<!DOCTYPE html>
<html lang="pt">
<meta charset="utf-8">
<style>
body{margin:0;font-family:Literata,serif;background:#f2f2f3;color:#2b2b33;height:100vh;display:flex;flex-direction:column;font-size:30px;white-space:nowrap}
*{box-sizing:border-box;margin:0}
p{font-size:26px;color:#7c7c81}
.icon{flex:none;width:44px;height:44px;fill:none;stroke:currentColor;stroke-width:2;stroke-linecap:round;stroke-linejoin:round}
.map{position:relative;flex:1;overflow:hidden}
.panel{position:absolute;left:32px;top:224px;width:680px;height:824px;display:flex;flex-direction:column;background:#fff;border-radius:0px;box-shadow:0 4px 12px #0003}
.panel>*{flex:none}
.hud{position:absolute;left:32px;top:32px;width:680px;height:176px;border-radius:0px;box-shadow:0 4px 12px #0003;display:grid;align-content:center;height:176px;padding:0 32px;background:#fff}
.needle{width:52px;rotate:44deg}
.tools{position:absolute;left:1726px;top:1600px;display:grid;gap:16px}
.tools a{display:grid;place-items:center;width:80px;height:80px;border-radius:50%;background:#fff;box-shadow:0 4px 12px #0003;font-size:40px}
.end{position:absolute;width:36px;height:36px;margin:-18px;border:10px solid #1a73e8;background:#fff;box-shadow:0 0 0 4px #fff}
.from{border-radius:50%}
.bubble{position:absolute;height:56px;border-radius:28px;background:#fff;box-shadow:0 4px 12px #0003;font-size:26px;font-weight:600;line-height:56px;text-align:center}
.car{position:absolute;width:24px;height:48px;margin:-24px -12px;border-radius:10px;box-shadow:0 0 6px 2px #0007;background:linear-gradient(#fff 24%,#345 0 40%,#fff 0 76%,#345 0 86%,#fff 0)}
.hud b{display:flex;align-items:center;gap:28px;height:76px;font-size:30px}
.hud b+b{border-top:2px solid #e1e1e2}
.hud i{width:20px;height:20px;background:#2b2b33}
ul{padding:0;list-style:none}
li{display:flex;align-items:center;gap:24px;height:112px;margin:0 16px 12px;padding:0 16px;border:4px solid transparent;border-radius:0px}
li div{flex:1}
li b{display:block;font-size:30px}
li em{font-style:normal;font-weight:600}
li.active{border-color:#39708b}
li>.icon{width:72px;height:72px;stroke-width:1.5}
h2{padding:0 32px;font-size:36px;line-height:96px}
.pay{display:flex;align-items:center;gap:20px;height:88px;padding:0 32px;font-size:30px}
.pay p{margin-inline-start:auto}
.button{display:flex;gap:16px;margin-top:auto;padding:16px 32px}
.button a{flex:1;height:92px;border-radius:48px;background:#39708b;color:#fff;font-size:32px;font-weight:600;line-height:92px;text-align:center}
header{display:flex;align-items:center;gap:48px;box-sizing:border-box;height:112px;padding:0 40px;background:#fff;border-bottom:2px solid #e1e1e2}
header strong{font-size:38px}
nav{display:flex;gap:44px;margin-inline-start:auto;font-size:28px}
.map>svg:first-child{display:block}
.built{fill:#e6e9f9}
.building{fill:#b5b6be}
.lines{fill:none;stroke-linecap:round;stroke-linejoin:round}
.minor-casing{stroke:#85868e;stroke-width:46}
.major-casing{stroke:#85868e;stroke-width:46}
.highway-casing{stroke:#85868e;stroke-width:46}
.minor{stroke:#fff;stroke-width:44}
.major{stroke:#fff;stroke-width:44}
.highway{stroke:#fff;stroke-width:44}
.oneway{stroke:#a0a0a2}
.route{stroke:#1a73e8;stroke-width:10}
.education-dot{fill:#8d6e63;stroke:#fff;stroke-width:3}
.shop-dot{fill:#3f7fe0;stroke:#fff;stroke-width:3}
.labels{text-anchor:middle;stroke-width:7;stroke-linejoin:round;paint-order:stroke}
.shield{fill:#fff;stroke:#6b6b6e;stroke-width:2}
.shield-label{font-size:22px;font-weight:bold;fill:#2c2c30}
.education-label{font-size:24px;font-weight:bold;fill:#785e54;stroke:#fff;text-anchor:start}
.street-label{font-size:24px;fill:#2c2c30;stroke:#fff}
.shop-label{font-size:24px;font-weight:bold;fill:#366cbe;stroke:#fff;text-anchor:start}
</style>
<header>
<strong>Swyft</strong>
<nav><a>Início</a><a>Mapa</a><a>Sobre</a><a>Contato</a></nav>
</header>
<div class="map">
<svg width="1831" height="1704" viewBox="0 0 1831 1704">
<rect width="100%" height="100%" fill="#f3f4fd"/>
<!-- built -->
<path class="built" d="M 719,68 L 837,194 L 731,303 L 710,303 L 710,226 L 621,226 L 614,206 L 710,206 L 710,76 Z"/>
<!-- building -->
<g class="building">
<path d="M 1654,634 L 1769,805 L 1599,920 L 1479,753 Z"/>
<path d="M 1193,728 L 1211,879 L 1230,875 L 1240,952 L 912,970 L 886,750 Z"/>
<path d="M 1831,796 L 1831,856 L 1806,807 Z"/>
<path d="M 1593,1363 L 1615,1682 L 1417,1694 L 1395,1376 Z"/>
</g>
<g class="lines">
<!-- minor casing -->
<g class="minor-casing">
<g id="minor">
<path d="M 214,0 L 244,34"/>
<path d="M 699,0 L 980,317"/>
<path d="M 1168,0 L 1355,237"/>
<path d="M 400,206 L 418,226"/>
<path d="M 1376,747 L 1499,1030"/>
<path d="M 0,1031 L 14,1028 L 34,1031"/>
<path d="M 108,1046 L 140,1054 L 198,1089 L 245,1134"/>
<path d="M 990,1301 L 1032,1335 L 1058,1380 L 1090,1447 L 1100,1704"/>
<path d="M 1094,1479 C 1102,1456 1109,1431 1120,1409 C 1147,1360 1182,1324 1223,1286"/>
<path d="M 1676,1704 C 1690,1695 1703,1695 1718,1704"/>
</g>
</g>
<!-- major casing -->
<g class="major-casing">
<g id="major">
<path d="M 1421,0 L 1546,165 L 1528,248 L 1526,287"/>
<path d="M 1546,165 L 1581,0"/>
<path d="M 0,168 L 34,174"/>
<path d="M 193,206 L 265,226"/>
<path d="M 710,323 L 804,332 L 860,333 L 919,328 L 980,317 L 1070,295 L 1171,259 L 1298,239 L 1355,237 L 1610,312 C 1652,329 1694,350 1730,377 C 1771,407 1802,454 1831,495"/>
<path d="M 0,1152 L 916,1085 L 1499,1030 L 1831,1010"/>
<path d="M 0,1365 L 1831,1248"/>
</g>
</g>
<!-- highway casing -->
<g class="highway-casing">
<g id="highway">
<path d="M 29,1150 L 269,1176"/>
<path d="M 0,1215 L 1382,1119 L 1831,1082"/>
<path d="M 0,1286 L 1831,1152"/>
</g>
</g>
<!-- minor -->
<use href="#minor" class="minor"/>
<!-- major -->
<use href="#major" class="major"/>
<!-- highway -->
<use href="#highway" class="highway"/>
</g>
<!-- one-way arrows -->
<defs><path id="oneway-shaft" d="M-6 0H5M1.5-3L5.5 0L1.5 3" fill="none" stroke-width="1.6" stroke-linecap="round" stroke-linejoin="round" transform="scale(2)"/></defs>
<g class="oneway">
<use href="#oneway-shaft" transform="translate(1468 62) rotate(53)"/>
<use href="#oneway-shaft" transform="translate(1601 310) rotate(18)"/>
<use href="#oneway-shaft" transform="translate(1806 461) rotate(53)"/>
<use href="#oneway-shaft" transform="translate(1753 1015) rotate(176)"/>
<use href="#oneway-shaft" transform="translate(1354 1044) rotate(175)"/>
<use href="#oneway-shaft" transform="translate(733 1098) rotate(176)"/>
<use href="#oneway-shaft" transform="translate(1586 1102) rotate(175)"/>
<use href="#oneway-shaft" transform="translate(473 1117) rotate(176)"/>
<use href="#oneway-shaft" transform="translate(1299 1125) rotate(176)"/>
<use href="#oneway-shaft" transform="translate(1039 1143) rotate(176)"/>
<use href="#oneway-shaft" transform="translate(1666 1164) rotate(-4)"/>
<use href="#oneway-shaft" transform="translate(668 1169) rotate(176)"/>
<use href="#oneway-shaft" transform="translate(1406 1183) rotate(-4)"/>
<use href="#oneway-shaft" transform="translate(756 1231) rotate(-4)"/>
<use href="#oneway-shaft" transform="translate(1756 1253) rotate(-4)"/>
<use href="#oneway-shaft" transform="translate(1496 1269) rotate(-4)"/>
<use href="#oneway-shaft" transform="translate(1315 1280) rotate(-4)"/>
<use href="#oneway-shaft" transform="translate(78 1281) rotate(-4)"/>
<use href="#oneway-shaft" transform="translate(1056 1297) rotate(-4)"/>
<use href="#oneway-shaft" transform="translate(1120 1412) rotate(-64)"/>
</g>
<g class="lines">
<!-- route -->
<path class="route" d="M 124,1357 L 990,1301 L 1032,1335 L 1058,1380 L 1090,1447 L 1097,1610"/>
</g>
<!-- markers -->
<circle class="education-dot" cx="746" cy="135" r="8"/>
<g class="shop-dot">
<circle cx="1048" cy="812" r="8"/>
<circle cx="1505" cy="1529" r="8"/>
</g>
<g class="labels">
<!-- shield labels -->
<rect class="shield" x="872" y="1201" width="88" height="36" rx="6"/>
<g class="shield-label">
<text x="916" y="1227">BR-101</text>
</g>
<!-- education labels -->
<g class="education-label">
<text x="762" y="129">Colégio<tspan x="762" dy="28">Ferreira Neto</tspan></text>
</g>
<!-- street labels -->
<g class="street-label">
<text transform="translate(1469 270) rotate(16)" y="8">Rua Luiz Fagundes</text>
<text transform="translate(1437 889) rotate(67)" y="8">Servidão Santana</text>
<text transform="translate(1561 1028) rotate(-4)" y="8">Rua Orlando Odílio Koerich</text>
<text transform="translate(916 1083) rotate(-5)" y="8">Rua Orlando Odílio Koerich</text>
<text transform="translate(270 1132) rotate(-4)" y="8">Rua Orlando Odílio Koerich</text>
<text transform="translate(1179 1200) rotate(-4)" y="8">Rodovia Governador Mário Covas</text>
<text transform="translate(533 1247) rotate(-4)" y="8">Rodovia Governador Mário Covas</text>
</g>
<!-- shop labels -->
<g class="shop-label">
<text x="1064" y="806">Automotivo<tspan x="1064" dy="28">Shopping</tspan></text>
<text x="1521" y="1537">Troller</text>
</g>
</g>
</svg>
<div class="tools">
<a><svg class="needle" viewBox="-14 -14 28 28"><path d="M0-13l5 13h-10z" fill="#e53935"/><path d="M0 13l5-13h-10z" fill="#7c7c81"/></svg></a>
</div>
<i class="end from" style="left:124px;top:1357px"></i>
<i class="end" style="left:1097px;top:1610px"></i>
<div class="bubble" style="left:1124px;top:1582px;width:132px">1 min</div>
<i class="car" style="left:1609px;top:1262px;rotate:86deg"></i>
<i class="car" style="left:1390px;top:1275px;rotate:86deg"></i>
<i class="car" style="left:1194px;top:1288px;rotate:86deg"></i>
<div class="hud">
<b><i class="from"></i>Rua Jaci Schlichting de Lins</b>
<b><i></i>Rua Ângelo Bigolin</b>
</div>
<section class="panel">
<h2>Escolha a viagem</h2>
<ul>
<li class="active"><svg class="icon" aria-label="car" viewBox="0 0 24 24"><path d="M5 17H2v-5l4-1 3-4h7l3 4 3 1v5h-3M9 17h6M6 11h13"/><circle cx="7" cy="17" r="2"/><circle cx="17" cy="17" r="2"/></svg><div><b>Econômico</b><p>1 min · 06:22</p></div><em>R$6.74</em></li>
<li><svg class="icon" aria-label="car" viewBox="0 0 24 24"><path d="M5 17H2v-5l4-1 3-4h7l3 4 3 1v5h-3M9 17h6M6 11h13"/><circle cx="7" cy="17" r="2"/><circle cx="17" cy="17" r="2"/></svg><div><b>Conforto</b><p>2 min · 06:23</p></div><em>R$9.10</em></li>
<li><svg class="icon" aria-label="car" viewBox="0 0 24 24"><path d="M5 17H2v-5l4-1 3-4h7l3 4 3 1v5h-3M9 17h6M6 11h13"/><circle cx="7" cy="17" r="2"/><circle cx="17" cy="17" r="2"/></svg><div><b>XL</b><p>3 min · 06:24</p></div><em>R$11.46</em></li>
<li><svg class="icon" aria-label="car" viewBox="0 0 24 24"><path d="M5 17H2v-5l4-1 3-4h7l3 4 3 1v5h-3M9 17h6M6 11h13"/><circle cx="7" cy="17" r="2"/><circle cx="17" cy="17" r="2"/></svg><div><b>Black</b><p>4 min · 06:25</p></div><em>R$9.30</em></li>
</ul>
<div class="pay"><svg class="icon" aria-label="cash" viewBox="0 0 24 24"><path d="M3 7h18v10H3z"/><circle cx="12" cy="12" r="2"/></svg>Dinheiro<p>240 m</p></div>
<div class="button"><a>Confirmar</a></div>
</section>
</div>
§
Each line of the material above that contains the string "position" adds one to the count; report the final count only.

7